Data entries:
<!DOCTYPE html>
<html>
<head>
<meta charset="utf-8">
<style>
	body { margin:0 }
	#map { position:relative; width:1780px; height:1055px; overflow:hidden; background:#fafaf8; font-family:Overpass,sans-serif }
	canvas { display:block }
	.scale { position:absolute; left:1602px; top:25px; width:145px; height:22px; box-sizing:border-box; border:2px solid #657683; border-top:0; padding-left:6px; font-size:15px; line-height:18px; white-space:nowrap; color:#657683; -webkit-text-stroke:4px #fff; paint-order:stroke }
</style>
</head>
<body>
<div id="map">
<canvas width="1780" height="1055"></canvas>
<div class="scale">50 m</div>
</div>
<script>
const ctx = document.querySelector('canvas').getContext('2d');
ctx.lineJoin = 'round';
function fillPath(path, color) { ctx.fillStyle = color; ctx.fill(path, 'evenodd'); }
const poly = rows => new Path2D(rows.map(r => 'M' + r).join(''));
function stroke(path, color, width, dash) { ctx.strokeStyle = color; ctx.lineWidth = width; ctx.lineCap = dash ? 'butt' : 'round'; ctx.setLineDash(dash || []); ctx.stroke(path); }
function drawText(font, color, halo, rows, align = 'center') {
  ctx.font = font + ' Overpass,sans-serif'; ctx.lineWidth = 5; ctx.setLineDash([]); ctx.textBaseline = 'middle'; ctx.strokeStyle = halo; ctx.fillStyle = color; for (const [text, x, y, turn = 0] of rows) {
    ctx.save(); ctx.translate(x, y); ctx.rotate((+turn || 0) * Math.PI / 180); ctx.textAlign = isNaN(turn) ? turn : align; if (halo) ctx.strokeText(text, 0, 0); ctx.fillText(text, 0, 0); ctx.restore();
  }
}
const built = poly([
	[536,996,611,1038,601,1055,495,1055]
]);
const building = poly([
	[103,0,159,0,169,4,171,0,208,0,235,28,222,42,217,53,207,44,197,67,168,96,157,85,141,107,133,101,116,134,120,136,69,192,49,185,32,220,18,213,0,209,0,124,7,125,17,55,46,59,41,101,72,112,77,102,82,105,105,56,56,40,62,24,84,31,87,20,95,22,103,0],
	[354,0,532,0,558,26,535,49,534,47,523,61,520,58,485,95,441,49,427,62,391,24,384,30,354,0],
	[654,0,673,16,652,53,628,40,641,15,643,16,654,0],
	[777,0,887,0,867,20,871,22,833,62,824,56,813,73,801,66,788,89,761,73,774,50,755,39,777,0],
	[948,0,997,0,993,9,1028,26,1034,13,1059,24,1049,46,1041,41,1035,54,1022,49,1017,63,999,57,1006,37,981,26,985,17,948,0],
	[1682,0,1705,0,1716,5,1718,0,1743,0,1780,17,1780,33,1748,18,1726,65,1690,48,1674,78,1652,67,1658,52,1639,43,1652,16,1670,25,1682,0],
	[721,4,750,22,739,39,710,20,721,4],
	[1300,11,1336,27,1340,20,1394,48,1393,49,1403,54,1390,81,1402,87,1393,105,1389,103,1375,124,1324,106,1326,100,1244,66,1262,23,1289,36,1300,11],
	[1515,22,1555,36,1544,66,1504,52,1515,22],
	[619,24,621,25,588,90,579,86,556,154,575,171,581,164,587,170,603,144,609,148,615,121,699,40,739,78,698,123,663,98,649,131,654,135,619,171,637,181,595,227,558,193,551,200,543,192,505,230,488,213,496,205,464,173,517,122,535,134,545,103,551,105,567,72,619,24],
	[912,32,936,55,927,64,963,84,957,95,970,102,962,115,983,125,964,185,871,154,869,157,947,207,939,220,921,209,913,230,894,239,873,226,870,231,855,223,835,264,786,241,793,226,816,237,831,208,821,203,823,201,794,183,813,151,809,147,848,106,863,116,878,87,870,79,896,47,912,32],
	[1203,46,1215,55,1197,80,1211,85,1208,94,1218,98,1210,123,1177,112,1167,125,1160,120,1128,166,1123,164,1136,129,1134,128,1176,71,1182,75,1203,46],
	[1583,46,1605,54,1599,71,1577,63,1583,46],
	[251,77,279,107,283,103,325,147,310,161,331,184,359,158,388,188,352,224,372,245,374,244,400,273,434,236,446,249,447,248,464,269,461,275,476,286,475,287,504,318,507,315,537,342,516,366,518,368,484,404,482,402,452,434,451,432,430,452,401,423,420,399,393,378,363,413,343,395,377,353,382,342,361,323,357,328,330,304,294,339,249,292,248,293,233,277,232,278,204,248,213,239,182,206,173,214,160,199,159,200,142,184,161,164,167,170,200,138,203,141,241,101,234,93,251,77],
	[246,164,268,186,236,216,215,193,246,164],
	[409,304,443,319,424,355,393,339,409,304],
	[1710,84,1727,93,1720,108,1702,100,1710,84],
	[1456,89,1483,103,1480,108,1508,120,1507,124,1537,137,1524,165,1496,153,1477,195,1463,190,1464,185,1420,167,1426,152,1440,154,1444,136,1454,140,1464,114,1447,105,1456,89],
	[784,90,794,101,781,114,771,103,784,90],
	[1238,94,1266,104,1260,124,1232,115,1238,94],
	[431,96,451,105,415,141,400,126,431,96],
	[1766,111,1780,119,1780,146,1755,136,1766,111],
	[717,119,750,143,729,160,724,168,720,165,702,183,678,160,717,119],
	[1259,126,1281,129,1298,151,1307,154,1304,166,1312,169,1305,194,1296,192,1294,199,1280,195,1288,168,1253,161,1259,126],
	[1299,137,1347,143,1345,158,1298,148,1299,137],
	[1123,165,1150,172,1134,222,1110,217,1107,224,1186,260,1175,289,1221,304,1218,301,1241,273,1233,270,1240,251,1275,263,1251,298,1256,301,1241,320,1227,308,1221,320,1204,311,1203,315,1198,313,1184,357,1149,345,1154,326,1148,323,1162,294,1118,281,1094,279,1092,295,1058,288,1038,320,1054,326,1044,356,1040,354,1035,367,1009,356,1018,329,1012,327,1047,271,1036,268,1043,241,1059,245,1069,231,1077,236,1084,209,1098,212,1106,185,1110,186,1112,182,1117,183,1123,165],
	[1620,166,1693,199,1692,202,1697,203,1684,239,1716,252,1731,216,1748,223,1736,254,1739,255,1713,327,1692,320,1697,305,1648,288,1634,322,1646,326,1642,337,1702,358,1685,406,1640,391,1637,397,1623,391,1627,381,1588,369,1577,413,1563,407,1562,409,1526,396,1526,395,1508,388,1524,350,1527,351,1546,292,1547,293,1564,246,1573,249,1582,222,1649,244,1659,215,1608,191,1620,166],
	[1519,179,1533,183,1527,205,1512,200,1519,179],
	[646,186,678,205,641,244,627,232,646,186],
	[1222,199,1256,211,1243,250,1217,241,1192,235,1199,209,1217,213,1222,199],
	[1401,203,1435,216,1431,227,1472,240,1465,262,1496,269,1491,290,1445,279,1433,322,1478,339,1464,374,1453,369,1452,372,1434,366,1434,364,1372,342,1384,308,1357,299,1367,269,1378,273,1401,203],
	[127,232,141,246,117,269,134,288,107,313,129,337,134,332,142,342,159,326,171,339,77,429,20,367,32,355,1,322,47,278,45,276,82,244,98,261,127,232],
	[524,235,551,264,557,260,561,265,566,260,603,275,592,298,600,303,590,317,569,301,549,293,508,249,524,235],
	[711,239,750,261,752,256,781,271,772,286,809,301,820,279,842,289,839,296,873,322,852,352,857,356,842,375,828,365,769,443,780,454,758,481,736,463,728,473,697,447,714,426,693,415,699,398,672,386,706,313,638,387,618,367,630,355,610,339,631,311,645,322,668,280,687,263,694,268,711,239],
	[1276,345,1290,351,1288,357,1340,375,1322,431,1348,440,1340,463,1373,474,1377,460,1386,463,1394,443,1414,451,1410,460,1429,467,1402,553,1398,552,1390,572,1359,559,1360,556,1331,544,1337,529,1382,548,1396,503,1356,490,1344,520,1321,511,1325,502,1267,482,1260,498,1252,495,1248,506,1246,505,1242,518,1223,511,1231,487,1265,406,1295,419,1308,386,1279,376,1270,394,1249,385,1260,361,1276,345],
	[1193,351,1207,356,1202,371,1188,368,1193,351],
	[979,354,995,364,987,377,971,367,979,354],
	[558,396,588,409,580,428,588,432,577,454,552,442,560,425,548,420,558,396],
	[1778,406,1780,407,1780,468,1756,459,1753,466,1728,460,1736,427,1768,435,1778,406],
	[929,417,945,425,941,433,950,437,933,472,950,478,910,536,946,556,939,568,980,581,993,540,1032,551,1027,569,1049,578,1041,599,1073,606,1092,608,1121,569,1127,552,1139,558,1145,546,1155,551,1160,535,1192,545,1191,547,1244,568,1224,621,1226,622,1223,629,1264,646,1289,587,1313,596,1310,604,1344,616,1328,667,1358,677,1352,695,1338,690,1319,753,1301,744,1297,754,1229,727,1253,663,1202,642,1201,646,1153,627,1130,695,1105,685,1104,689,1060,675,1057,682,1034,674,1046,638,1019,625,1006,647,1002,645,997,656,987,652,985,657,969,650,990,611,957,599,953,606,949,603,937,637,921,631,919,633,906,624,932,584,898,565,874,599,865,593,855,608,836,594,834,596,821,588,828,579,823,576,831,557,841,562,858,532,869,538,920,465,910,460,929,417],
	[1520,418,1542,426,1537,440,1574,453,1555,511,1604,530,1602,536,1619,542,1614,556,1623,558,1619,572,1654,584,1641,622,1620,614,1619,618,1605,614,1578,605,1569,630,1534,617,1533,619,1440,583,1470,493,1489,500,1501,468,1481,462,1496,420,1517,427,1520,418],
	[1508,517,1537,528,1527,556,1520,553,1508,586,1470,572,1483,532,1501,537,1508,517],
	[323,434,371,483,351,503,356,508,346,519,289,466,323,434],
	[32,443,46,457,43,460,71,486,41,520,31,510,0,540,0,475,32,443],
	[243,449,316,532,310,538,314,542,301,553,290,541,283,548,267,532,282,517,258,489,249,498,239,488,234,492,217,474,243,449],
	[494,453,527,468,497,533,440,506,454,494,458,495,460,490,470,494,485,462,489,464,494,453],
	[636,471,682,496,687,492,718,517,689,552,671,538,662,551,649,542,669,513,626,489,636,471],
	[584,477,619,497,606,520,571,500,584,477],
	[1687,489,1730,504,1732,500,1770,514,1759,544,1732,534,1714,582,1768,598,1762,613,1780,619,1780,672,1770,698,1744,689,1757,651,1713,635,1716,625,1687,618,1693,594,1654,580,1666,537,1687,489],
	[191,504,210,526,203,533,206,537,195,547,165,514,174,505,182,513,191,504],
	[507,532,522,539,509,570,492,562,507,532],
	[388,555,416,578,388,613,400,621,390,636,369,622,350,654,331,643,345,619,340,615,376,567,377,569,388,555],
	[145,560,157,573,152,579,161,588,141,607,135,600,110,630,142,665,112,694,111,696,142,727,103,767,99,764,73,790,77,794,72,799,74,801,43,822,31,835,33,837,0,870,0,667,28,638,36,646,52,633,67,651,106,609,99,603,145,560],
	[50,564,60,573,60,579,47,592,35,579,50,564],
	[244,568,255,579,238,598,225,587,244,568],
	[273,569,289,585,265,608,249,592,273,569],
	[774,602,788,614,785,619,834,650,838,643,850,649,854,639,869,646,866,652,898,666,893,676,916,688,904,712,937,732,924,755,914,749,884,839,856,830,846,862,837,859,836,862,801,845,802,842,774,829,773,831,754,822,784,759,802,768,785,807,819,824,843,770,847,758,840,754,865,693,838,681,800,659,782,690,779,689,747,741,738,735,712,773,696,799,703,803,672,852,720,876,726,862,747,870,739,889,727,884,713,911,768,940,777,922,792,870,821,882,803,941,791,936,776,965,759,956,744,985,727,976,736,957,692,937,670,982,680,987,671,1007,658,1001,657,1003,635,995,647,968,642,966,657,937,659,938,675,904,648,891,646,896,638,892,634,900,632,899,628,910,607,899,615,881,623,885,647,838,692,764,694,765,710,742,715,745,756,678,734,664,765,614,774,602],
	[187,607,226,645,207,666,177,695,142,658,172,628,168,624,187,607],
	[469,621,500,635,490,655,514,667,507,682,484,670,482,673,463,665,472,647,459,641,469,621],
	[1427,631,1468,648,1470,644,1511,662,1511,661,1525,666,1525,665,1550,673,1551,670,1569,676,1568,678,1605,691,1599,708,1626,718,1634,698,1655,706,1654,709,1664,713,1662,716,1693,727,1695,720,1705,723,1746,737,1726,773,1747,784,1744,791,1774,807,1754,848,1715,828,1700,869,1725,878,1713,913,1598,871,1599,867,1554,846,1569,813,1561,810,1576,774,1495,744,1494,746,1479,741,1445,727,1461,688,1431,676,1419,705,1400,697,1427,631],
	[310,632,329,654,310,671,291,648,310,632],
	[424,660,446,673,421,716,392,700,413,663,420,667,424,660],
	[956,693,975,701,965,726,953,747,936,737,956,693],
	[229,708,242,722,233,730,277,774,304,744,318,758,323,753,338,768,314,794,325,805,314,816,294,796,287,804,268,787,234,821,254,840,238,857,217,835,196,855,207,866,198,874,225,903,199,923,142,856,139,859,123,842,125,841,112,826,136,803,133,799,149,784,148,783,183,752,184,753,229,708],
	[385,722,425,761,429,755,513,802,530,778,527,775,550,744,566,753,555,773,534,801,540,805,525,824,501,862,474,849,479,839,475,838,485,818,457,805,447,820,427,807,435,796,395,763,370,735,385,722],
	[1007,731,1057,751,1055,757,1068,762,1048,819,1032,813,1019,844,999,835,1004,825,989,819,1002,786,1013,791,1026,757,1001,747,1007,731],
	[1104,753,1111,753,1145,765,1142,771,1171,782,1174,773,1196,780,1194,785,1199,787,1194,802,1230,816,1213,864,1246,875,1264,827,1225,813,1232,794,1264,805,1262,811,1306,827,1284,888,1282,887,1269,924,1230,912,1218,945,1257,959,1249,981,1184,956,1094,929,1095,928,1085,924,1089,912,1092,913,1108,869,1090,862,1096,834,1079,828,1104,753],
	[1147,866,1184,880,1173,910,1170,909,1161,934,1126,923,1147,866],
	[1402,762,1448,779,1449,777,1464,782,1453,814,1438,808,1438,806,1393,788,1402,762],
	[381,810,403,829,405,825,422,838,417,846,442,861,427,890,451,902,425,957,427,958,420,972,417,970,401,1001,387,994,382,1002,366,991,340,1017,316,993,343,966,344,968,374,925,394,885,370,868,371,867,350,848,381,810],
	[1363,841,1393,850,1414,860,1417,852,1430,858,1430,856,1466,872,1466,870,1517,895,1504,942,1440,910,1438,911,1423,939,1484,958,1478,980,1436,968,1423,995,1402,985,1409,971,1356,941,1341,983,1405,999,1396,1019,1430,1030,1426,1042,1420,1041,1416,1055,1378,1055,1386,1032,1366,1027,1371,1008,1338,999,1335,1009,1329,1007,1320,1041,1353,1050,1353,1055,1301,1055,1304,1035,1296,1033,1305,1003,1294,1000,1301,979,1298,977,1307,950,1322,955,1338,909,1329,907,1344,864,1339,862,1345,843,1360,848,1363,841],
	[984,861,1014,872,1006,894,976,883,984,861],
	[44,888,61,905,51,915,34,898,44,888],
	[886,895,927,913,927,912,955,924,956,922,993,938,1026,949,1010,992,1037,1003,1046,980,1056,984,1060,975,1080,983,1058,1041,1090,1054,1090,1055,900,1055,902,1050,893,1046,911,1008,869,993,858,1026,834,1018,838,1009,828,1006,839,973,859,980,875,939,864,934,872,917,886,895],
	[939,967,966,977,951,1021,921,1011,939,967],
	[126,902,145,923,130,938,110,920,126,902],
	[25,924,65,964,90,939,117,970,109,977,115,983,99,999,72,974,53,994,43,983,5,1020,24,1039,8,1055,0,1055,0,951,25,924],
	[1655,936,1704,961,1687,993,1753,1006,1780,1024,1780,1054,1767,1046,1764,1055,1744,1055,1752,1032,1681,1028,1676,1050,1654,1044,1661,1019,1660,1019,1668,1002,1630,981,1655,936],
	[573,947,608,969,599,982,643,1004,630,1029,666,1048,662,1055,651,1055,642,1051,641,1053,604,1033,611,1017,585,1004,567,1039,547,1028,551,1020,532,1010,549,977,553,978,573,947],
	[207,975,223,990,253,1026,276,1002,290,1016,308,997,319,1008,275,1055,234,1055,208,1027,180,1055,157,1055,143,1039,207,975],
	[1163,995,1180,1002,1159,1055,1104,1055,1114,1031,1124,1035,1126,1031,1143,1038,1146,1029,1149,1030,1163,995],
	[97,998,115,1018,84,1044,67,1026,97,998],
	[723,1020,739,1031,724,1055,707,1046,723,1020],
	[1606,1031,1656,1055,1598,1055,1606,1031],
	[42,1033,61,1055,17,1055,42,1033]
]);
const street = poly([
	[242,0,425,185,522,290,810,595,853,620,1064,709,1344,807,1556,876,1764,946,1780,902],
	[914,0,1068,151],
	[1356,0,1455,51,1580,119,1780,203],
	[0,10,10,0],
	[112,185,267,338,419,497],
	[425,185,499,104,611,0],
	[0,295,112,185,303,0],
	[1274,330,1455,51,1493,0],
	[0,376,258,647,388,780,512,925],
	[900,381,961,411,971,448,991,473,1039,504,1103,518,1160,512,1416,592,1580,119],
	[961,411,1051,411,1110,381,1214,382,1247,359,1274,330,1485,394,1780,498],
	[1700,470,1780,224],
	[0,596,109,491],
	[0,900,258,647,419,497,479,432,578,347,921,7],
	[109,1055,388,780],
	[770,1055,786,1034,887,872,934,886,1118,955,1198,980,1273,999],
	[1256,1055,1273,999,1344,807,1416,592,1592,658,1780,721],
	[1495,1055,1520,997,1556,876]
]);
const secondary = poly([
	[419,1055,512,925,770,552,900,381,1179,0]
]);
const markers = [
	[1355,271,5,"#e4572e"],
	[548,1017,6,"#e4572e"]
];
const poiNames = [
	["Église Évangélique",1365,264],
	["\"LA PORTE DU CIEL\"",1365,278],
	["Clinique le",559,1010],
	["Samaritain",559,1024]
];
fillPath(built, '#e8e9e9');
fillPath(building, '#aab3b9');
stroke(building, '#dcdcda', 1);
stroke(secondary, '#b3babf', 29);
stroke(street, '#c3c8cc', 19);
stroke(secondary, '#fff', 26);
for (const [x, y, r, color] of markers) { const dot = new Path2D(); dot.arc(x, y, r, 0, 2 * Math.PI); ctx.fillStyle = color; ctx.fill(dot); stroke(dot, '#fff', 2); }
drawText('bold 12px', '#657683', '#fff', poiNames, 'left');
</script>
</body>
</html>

WORK TO COMPLETE »
Going through the records above, state how many lines carry "lineWidth", with no other text.

SOLUTION TO THIS TASK »
2